2) Assign it to Your Bookkeeper

If this all seems like more work than you want to handle, you do not necessarily have to fully outsource your payroll to get the help you need. If you already have a bookkeeper who handles your books, then you might want to enlist his or her help. Bookkeepers typically use the same software that you would use, although they might have access to special versions, possibly at a discounted price.

Even if the bookkeeper uses the same software that you would use, you gain some advantages, such as the following:

  • First, you save time; the responsibilities that arise for each pay period are on someone else’s plate.
  • You have someone who understands the inner workings of your books and knows how and when information can be transferred from one system to another.
  • You have access to the knowledge and resources of someone who eats and breathes payroll and the associated regulations.

To be fair, it never hurts to know the answers to some or all of the DIY questions, even if your bookkeeper does the processing. Still, it’s more important for the bookkeeper to know the concepts and any legal considerations. Again, he or she probably uses payroll software, too, but bookkeepers typically choose high-quality payroll software that incorporates any future changes in the law.

You still need to participate in the setup of your system and hand over information each pay period to ensure that you issue correct payments. However, a good bookkeeper will guide you through the process that you need to follow — and help ensure that the bookkeeping system can easily transfer appropriate data directly to payroll.

3) Outsource it to a Professional Payroll Service

Choosing an outsourced payroll system tends to be straightforward; once initial setup is complete, you periodically hand over information and make sure that your bank has the funds needed to pay all employees.

Of course, outsourcing payroll comes at a price. Current estimates indicate that basic costs, typically covering basic processing, online access, direct deposit and some tax support, range from $25 to $200 per month. In many cases, businesses may spend additional money for services such as more advanced tax assistance or even delivery of paper checks. In these cases, they typically charge a base rate plus a small fee per employee (Paychex, for example charges $60 plus 6.25 per employee).
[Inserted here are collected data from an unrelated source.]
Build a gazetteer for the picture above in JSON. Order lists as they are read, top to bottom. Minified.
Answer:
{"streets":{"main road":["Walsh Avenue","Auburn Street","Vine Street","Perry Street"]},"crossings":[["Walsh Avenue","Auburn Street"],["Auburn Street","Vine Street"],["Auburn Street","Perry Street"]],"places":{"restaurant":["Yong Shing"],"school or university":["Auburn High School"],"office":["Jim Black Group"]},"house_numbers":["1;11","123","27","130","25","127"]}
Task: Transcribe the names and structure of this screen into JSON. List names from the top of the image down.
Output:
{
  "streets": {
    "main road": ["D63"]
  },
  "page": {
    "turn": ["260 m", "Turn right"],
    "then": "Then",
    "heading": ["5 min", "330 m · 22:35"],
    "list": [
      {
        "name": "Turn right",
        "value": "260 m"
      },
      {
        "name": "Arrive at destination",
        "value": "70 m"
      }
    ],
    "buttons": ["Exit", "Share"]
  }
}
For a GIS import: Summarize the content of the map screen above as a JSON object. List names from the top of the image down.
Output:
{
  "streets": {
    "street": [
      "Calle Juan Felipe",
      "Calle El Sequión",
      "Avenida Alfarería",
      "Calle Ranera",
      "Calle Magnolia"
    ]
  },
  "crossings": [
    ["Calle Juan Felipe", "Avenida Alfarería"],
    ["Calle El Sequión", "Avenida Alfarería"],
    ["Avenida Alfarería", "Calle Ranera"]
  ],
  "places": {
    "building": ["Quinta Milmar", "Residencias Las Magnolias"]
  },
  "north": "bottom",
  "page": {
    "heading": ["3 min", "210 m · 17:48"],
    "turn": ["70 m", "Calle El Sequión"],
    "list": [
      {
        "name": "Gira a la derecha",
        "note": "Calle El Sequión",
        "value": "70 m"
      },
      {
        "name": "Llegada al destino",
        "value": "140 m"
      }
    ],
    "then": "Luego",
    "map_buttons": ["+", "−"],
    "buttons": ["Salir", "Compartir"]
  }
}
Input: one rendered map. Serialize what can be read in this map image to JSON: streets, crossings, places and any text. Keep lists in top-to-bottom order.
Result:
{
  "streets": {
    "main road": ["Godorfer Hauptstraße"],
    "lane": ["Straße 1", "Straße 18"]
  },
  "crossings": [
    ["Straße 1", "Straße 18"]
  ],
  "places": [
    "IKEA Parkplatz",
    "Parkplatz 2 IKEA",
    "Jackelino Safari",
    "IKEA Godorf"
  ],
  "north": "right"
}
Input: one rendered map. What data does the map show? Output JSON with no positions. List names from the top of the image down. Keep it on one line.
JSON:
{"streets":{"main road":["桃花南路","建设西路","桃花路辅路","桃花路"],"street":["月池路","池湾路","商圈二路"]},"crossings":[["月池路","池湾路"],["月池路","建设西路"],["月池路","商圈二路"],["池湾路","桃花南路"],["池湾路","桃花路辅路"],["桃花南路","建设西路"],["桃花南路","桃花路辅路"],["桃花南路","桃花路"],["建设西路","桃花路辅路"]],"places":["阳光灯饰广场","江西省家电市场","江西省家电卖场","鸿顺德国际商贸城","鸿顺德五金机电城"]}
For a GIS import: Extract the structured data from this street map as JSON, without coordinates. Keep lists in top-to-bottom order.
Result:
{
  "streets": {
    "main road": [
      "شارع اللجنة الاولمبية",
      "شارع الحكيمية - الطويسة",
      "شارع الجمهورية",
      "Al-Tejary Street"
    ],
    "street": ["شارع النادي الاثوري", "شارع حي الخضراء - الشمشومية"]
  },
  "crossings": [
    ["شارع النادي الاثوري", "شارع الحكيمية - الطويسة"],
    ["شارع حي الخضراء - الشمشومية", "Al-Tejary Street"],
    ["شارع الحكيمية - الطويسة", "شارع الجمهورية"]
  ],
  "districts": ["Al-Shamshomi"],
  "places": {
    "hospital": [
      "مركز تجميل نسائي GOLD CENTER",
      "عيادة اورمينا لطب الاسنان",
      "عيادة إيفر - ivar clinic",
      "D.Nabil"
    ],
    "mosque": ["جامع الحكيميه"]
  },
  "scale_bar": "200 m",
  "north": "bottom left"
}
Also, be aware that many professional payroll firms don’t stop with just payroll. Many small businesses might appreciate the Human Resource (HR) services that they provide (like creating HR policies, retirement benefit management and more). You probably don’t have to ask about these services; they’ll be sure to keep you well-informed about all offerings.

Keep in mind, however, that your time is money, too. When analyzing fees, be sure to factor in the savings you realize by avoiding spending time to process periodic payrolls. You may discover that the savings meet or exceed the fees presented by prospective full-service providers.


Things to Consider When Choosing an Online Payroll Service Provider

Before taking the leap to an online service provider, consider the following:

  • Compatibility with your accounting/bookkeeping software that allows you to transfer data without re-entering it manually.
  • Ability to switch to different software if you change your mind after starting with another package, for example if you need more functionality.
  • Full costs, which include the initial purchase, periodic rates, and the costs of any features that do not come with the base product.
  • Features, which vary from one product to the next. For example, 1099 processing may serve as an extra convenience if you have to pay contractors.
  • Tax support can vary significantly. Most software will create the forms, but you may have to handle the filings yourself. You also want to check to ensure that taxes are supported for all states that you need.
  • Availability of software updates applies to what you have to do to obtain software updates in the event of changes in the law. Do updates apply only to federal issues, or do they also include state law updates? Can you view a list of the changes made by each update so you remain informed?
  • Ease of use can also vary between products, so be sure to look at sample screens to see if they seem simple to understand.
  • Support is essential for payroll processing. Can you call or email and expect a response during normal business hours within your time zone? Is weekend support available? Can you find out how long it takes for them to respond — and whether that response is helpful?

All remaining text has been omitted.